A calma inesperada de João Miguel desconcertou as primas e Isabella.
Elas esperavam raiva, ressentimento, talvez até um escândalo.
Mas ele estava sereno, distante.
Perceberam que algo havia mudado nele, algo irreversível.
Ricardo aproximou-se de Isabella, passando o braço pela cintura dela de forma possessiva.
Ela inclinou a cabeça no ombro dele, um gesto de afeto que cortou o ar.
A nova dinâmica estava clara para todos.
João Miguel observava a celebração.
Os discursos, os presentes, os brindes.
Tudo era uma repetição do que antes era para ele.
O mesmo uísque caro que ele gostava, agora servido a Ricardo.
A mesma música que Isabella dizia ser "a nossa música", agora tocada para o novo casal.

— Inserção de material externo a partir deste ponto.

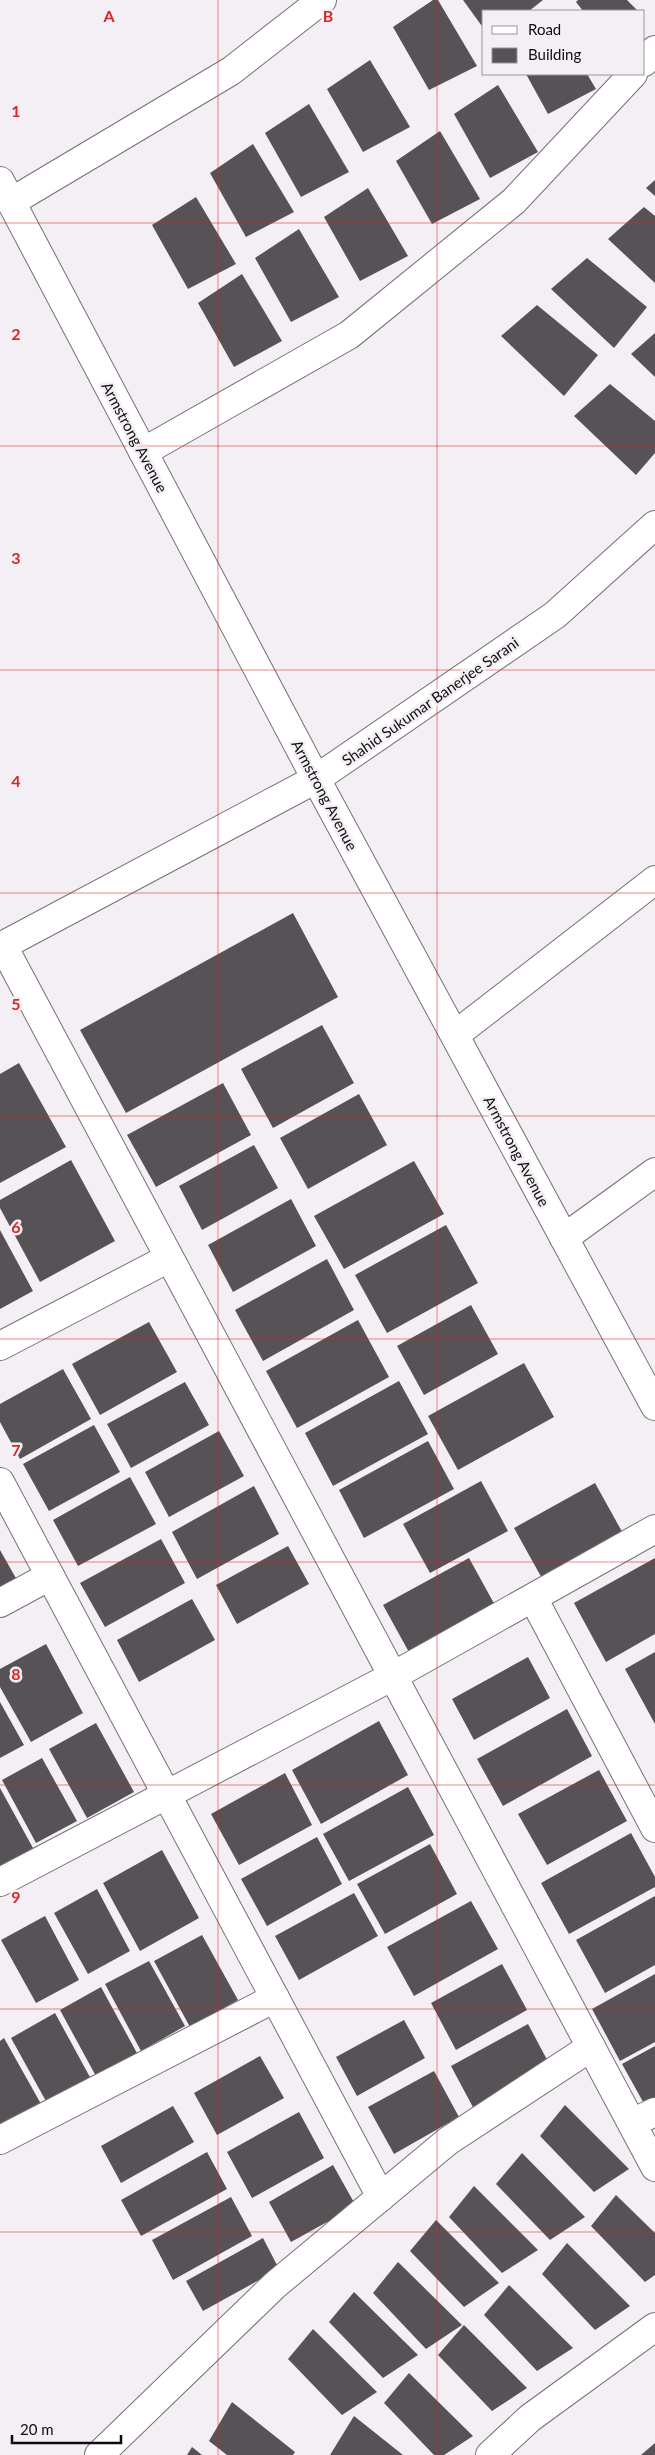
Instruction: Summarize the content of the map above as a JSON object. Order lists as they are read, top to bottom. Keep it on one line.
{"streets":{"street":["Armstrong Avenue","Shahid Sukumar Banerjee Sarani"]},"crossings":[["Armstrong Avenue","Shahid Sukumar Banerjee Sarani"]],"legend":["Road","Building"],"scale_bar":"20 m","grid":{"columns":["A","B"],"rows":["1","2","3","4","5","6","7","8","9"]}}
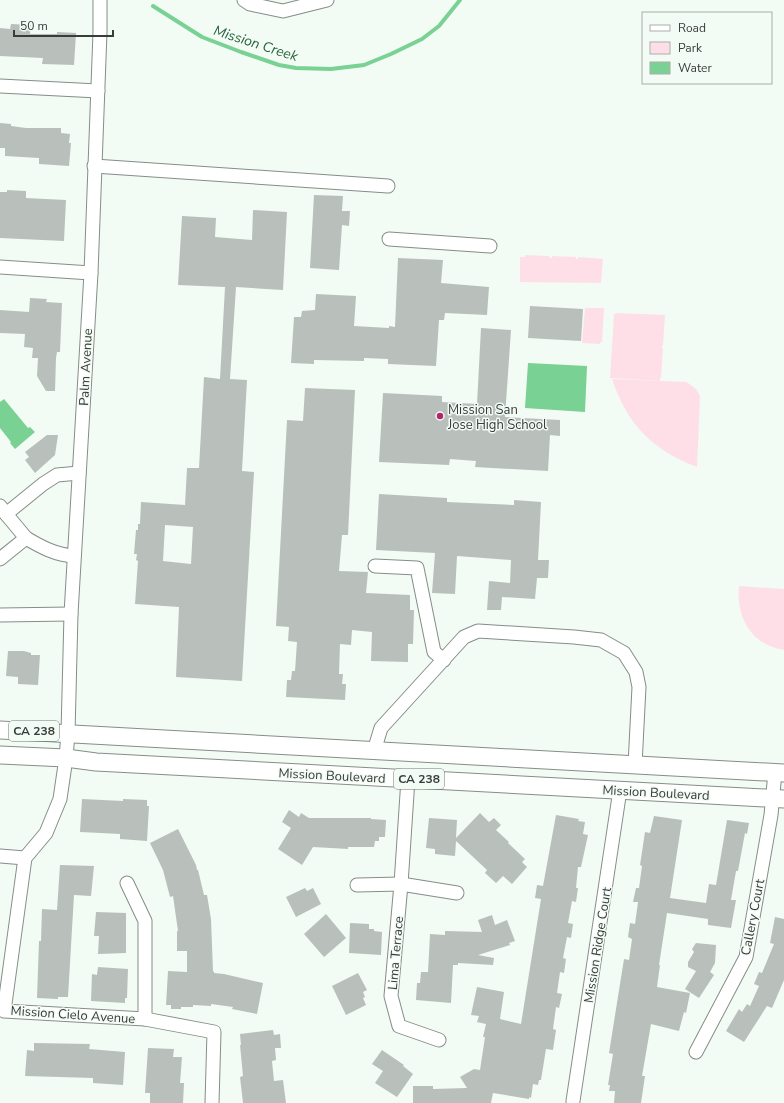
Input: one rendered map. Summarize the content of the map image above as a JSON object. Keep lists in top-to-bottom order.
{
  "streets": {
    "main road": ["CA 238", "Mission Boulevard"],
    "street": [
      "Palm Avenue",
      "Callery Court",
      "Mission Ridge Court",
      "Lima Terrace",
      "Mission Cielo Avenue"
    ]
  },
  "crossings": [
    ["Palm Avenue", "Mission Boulevard"],
    ["Mission Boulevard", "Callery Court"],
    ["Mission Boulevard", "Mission Ridge Court"],
    ["Mission Boulevard", "Lima Terrace"]
  ],
  "water": ["Mission Creek"],
  "places": ["Mission San Jose High School"],
  "legend": ["Road", "Park", "Water"],
  "scale_bar": "50 m"
}
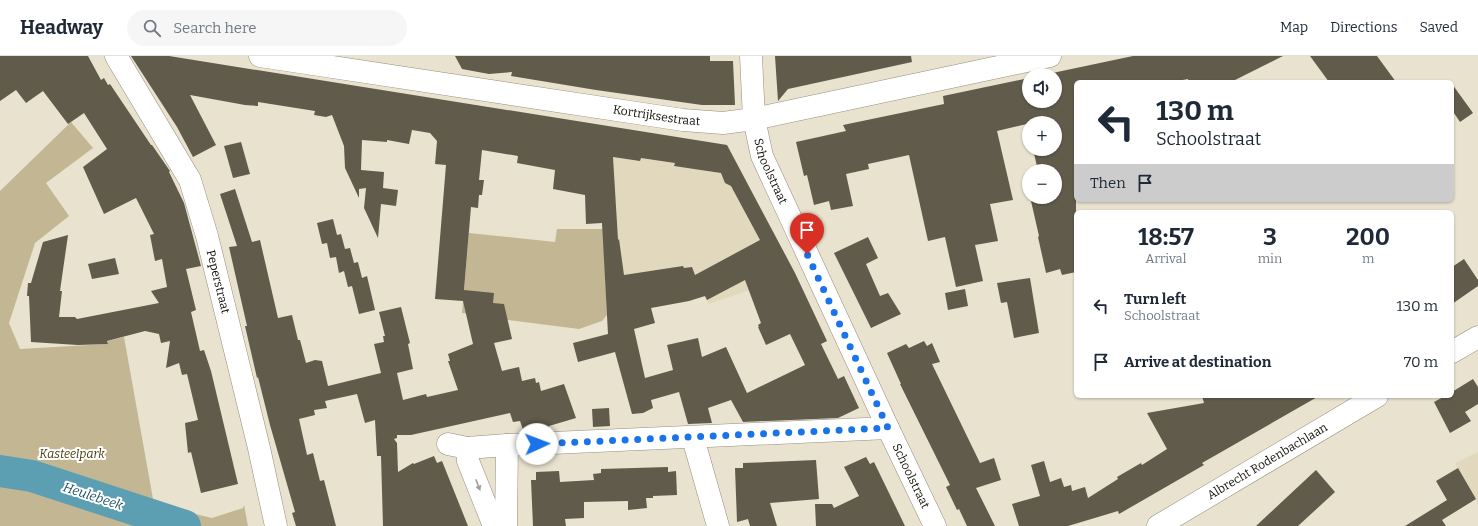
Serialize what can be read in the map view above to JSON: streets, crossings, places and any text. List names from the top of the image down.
{
  "streets": {
    "street": [
      "Kortrijksestraat",
      "Schoolstraat",
      "Peperstraat",
      "Albrecht Rodenbachlaan"
    ]
  },
  "crossings": [
    ["Kortrijksestraat", "Schoolstraat"]
  ],
  "water": ["Heulebeek"],
  "parks": ["Kasteelpark"],
  "page": {
    "header": "Headway",
    "search": "Search here",
    "nav": ["Map", "Directions", "Saved"],
    "map_buttons": ["+", "−"],
    "turn": ["130 m", "Schoolstraat"],
    "then": "Then",
    "eta": [
      "18:57",
      "Arrival",
      "3",
      "min",
      "200",
      "m"
    ],
    "list": [
      {
        "name": "Turn left",
        "note": "Schoolstraat",
        "value": "130 m"
      },
      {
        "name": "Arrive at destination",
        "value": "70 m"
      }
    ]
  }
}
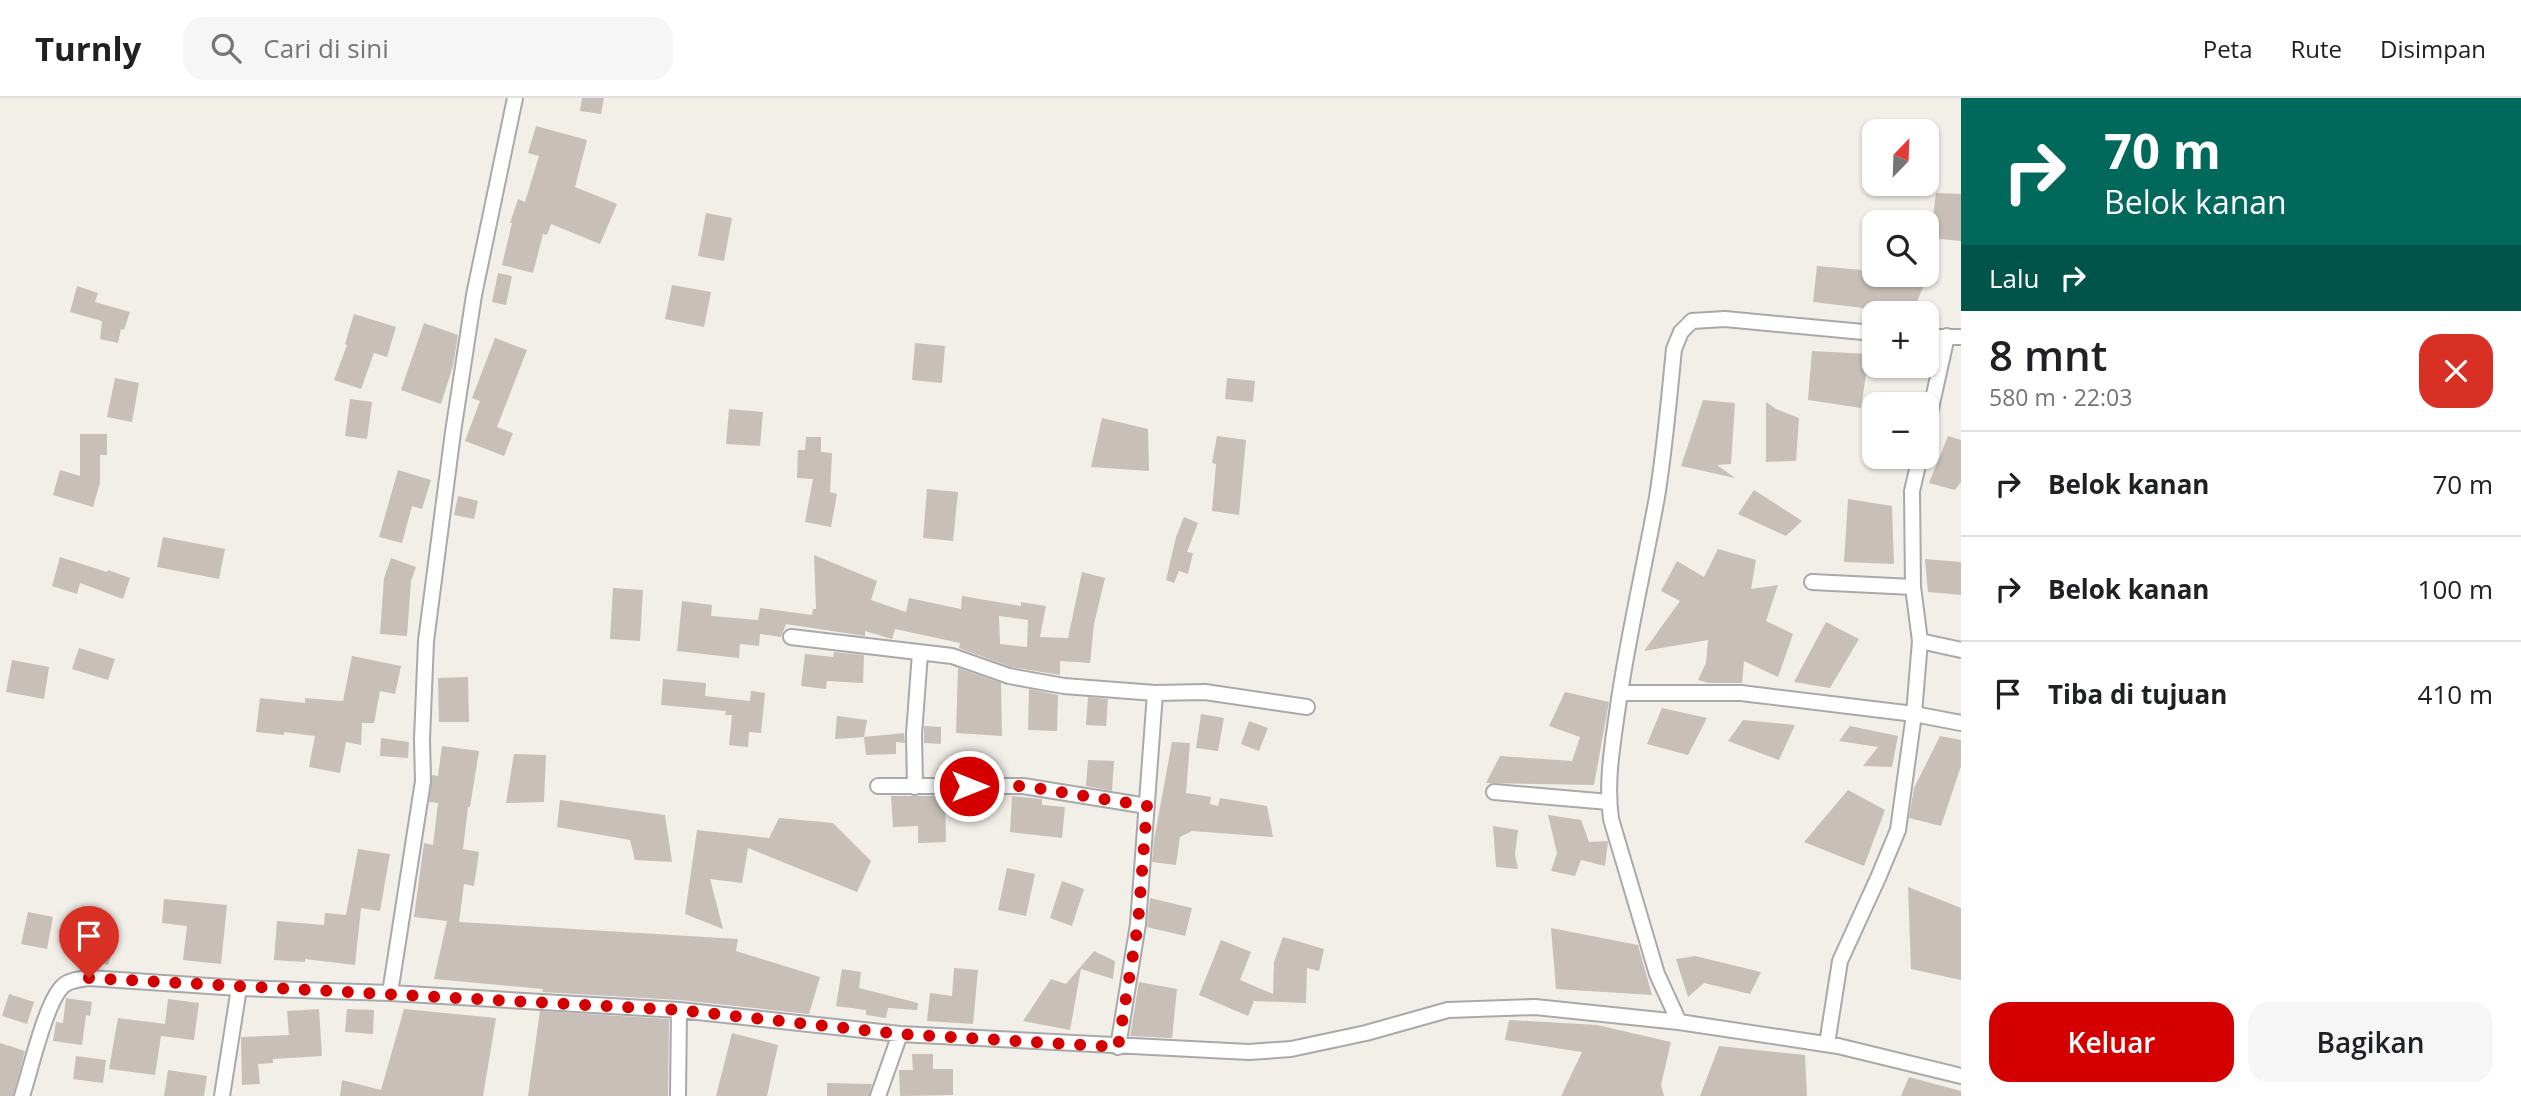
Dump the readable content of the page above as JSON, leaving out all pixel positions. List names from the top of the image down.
{
  "north": "top right",
  "page": {
    "header": "Turnly",
    "search": "Cari di sini",
    "nav": ["Peta", "Rute", "Disimpan"],
    "turn": ["70 m", "Belok kanan"],
    "map_buttons": ["+", "−"],
    "then": "Lalu",
    "heading": ["8 mnt", "580 m · 22:03"],
    "list": [
      {
        "name": "Belok kanan",
        "value": "70 m"
      },
      {
        "name": "Belok kanan",
        "value": "100 m"
      },
      {
        "name": "Tiba di tujuan",
        "value": "410 m"
      }
    ],
    "buttons": ["Keluar", "Bagikan"]
  }
}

Então, Clara se aproximou de Ricardo com uma pequena caixa de veludo.
"Ricardo, querido, isto é para você. Era do nosso avô, um símbolo da nossa família."
Ela abriu a caixa, revelando um relógio de ouro antigo.
O relógio que João Miguel sempre admirara, o relógio que as primas prometeram que seria dele um dia.
João Miguel sentiu as mãos se fecharem em punhos, as unhas cravando na palma.
Uma dor aguda, física e emocional, o atravessou.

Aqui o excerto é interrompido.